Congress Avoids Government Shutdown

Acting with surprisingly more diligence and cooperation than one might have anticipated given recent history, Congress has managed to once again avoid a government shutdown:

Congress approved and sent to the White House on Thursday a stopgap spending bill to avert any threat of a government shutdown next week and keep agencies funded through September in the wake of automatic cuts ordered under sequestration.

Final passage came on a 318-109 vote in the House, as top Republicans opted to embrace significant changes approved by the Senate on Wednesday rather than risk further delay.

The quick action is a major breakthrough for the bipartisan leadership of the House and Senate Appropriations committees, which found themselves kicked to the curb in the previous Congress as the entire budget process collapsed under the pressure of the 2012 elections.
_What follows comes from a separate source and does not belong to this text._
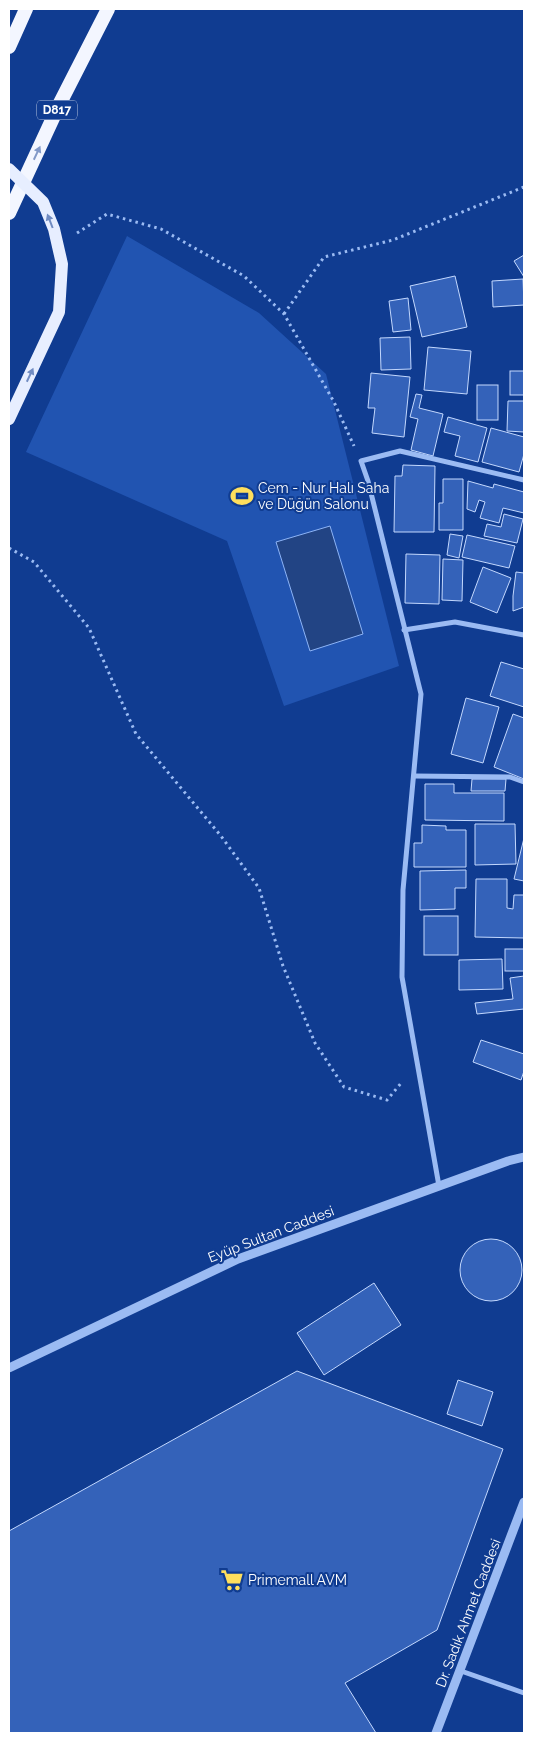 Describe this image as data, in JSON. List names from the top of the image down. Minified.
{"streets":{"highway":["D817"],"street":["Eyüp Sultan Caddesi","Dr. Sadık Ahmet Caddesi"]},"places":{"sports":["Cem - Nur Halı Saha ve Düğün Salonu"],"supermarket":["Primemall AVM"]}}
The measure replaces the current continuing resolution with a much more updated alignment of appropriations for the last six months of the fiscal year. Overshadowed by the partisan fight now over taxes and entitlements, it redefines the landscape for sequestration and is the closest thing to a real budget that Congress will have produced for the current fiscal year ending Sept. 30.

(…)

The biggest dollar impact will be at the Pentagon, where billions are moved about to help the military services cope with depleted operations accounts. But on the nondefense side of the budget, the bill makes scores of changes as well, including new initiatives that run from investments in a polar icebreaker and cybersecurity to aid to Syrian rebels and improved embassy security overseas.

Powerful interests rode this same train, even as President Barack Obama paid a price for his diffidence toward the appropriations process.

The White House failed to get added money it wanted to implement health care and Wall Street reforms. At the same time, Monsanto, large meat packers and pro-gun forces — with strong Republican help — won special interest legislative provisions attached to the package, which fills close to 600 pages.

Most important for many liberal Democrats, the bill leaves in place the machinery of sequestration that took effect March 1. Indeed, the $1.043 trillion allocated across the government in the bill is closer to $984 billion once those cuts are factored into the equation.

Now, we just have to deal with another debt ceiling showdown sometime after May, and trying to put together a Fiscal Year 2014 budget.

FILED UNDER: Congress, Deficit and Debt, US Politics, , , , , , , ,
Doug Mataconis
About Doug Mataconis
Doug Mataconis held a B.A. in Political Science from Rutgers University and J.D. from George Mason University School of Law. He joined the staff of OTB in May 2010 and contributed a staggering 16,483 posts before his retirement in January 2020. He passed far too young in July 2021.

Comments

  1. Mike says:

    I predict more drama and outlandish hype from both sides before the debt ceiling is raised yet again just enough to have the same issue in a few more months so that both sides can make even more outlandish statements.

    It is in Congress’s interest to do this b/c they get more air time on the news. Doesn’t matter what is good for the economy or the country.

  2. john personna says:

    Interesting framing, those special interests were Obama’s losses and GOP wins?

    Not a “people’s loss?”

  3. Marxist Hypocrisy 101 says:

    Not to those of us who aren’t as authoritarianism-minded enough to conflate the will of an unaccountable, out-of-control government with that of the “people”.